Directions for this task: Lines holding the word "setLineDash" are the ones to copy from the data below.

Material for this task Block Start

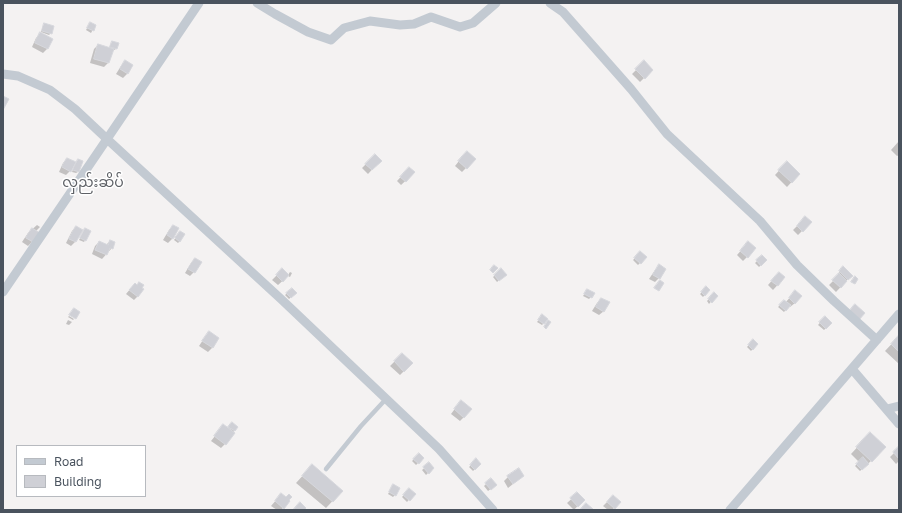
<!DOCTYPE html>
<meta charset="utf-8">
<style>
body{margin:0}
#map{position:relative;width:902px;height:513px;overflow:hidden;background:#f4f2f2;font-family:"Golos Text",sans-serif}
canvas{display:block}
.frame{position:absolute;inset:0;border:4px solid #4a535e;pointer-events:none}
.legend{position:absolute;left:16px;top:445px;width:130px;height:52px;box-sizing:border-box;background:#fff;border:1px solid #b7babf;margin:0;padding:5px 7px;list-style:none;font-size:12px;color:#4a535e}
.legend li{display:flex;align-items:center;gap:8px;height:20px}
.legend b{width:20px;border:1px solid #b7babf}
</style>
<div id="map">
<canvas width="902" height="513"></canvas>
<div class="frame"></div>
<ul class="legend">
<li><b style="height:5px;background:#c3cad2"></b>Road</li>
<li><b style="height:11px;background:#cfd0d6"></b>Building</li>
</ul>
</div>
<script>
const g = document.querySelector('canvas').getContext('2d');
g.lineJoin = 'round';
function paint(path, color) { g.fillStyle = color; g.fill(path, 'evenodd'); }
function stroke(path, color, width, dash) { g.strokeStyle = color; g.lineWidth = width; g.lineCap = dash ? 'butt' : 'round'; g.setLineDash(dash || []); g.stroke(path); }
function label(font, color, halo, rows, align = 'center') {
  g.font = font + ' "Golos Text","Noto Sans Myanmar",sans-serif'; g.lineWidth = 3; g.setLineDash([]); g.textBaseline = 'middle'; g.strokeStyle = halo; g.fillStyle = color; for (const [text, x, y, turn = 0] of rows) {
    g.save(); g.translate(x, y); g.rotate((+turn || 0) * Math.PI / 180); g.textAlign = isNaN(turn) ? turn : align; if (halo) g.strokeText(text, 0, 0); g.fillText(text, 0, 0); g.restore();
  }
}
paint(new Path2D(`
 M90,23L95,26L91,33L86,30Z
 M45,24L51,33L49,35L41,32L43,26Z
 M41,33L52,39L47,49L43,53L32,47L36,38Z
 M113,42L116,48L115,50L112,49L108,63L104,67L90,63L94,49L98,45L109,48L111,44Z
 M125,61L132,65L127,74L123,78L116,74L121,66Z
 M644,62L652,70L640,82L632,74Z
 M899,141V155L897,156L891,150Z
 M375,155L380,161L368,174L362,168Z
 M463,156L466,168L462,172L455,166Z
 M67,159L76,163L78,161L82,162L78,172L76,173L72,172L75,164L74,163L70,171L66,175L59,172L63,163Z
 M787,162L799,174L787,187L775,175Z
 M409,168L414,173L401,185L397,181Z
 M805,218L810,223L798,235L793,230Z
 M37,225L40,227L36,231L32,242L28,246L22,242L28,233Z
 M173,226L178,229L172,239L168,243L163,240L169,230Z
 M76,227L75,242L71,246L66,243L72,231Z
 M84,231L90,232L84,242L79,240Z
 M178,234L180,241L178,243L174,240Z
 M110,241L112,248L102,259L92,254L95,246L99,242L106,245Z
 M744,247L747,257L743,261L737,255Z
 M641,252L646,257L638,265L633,260Z
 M762,256L766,260L759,267L755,263Z
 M195,259L194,272L190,276L185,273L191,263Z
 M659,266V278L655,282L649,279L655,270Z
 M843,268L851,276L836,292L829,285L839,275L838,274Z
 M282,270L288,275L290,272L292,273L290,277L288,276L278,285L272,280Z
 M501,270L505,275L497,282L493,277Z
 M775,277L784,278L773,290L768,285Z
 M131,288L138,296L134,300L126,294Z
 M706,288L709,290L703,297L700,294Z
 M292,289L296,293L289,299L285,295Z
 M587,290L591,297L589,299L583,296Z
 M714,293L716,296L709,304L707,301Z
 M791,296L795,303L790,307L789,306L784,312L778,307L784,301L786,302Z
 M601,299L604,311L599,315L592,311L597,303Z
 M69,316L74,319L73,320L68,317Z
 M541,317L543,324L542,325L537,322Z
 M825,317L831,323L824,330L818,325Z
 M68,320L72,322L69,325L66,324Z
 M209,333L218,339L212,348L208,352L199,346L205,337Z
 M899,336V364L885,351Z
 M753,340L757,344L751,351L747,347Z
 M402,354L412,363L400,375L390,366Z
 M457,406L464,417L460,421L451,414Z
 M230,425L237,427L225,444L221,448L211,441L223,426L227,429Z
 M864,440L871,461L860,471L855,466L859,462L851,454Z
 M899,448V461L896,464L890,457Z
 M419,454L423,458L416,465L412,461Z
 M476,460L480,464L473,471L469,467Z
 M429,464L433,468L426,475L422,470Z
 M519,470L523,476L508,488L504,481L508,477Z
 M306,472L342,491L326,508L296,483Z
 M491,479L496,485L488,491L484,486Z
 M392,487L395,495L393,497L388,494Z
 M409,489L414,494L407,502L402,497Z
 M577,494L583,500L574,510L567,503Z
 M613,496L620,502L612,510H608L603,506Z
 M277,499H286L283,508L281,510H277L271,506Z`), '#0003');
const building = new Path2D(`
 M90,22L96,25L94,31L87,28Z
 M44,23L54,26L52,34L42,31Z
 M40,32L53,39L48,49L35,43Z
 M112,41L119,43L117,49L110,47Z
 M98,44L114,49L109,63L94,59Z
 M125,60L133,65L128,74L120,69Z
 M644,60L653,70L645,79L635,69Z
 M3,96L9,99L3,110Z
 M467,151L476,159L467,169L458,161Z
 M375,154L382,161L372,170L365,164Z
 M67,158L76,162L71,172L62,167Z
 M78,159L83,161L79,172L73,170Z
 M787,161L800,174L792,183L778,170Z
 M409,167L415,172L406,182L400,177Z
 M805,216L812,222L803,232L797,226Z
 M173,225L179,228L173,239L167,235Z
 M76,226L83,230L76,242L69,239Z
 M32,228L40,233L33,242L26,238Z
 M85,228L91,231L86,241L80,238Z
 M180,231L185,234L180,242L175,238Z
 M110,240L115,242L113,249L110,248L107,255L95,250L99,241L108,245Z
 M748,241L756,248L748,258L740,251Z
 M640,251L647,257L641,264L634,258Z
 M762,255L767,260L761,266L756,260Z
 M195,258L202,262L195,273L188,269Z
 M659,264L666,269L660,279L653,275Z
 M494,265L498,268L493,273L490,270Z
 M843,266L853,276L848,280L839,271Z
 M282,268L289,275L283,282L276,275Z
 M501,268L507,275L499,281L494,275Z
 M779,272L785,277L778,286L771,281Z
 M839,273L847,281L841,288L832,280Z
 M855,276L858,279L855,284L851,282Z
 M660,280L664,283L659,291L654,288Z
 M139,282L144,285L142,288L144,289L138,297L129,290L135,283L137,285Z
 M706,286L710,290L705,296L701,292Z
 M292,288L297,293L291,298L286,293Z
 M587,289L595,293L592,298L584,294Z
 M795,290L802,296L795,304L789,298Z
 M714,292L718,296L712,303L708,299Z
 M601,298L610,302L604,312L596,307Z
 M784,300L791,305L786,311L779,305Z
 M855,304L865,313L859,320L850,310Z
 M74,308L80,312L76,319L69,315Z
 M542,314L548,319L544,324L538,320Z
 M825,316L832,323L826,329L819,322Z
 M548,320L551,322L546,329L544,327Z
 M209,331L219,338L213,348L202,341Z
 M899,335V352L891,344Z
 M753,339L758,344L753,350L748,345Z
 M402,353L413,363L404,372L394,361Z
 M461,400L472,409L464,418L454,409Z
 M232,422L238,427L235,431L228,427Z
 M223,424L235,433L226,445L214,436Z
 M870,432L886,447L872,462L856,447Z
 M899,446V459L893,452Z
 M419,453L424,458L419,464L413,459Z
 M863,457L869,464L862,470L856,464Z
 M476,458L481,464L475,470L470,465Z
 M429,462L434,468L429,474L423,467Z
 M312,464L343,491L333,502L302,476Z
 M519,468L524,476L513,484L507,476Z
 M491,478L497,485L491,490L485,483Z
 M393,484L400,488L396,496L389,492Z
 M409,488L416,494L410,501L403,495Z
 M577,492L585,500L578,507L570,498Z
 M281,493L286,497L289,494L292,497L289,500L290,501L284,509L275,501Z
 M613,495L621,502L615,509L607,502Z
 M300,502L306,508L304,510H293Z
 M586,503L593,509L592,510H580Z`);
paint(building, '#cfd0d6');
stroke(building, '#d6d7dc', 1);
stroke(new Path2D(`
 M326,469L361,426L386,399`), '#c3cad2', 4.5);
stroke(new Path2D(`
 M199,3L107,139L281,299L439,449L493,510
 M257,3L275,14L308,32L331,40L344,28L370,21L400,25L414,24L431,17L460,27L473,23L496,3
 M550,3L563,12L631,89L667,134L760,221L797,265L834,301L877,340
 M3,74L18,76L50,90L75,109L107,139L3,292
 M852,369L899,424
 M887,409L899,406
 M730,510L899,314`), '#c3cad2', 9);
label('14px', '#5e6166', '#fff', [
 ["လှည်းဆိပ်",93,183]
]);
</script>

Material for this task Block End

Output below:
function stroke(path, color, width, dash) { g.strokeStyle = color; g.lineWidth = width; g.lineCap = dash ? 'butt' : 'round'; g.setLineDash(dash || []); g.stroke(path); }
  g.font = font + ' "Golos Text","Noto Sans Myanmar",sans-serif'; g.lineWidth = 3; g.setLineDash([]); g.textBaseline = 'middle'; g.strokeStyle = halo; g.fillStyle = color; for (const [text, x, y, turn = 0] of rows) {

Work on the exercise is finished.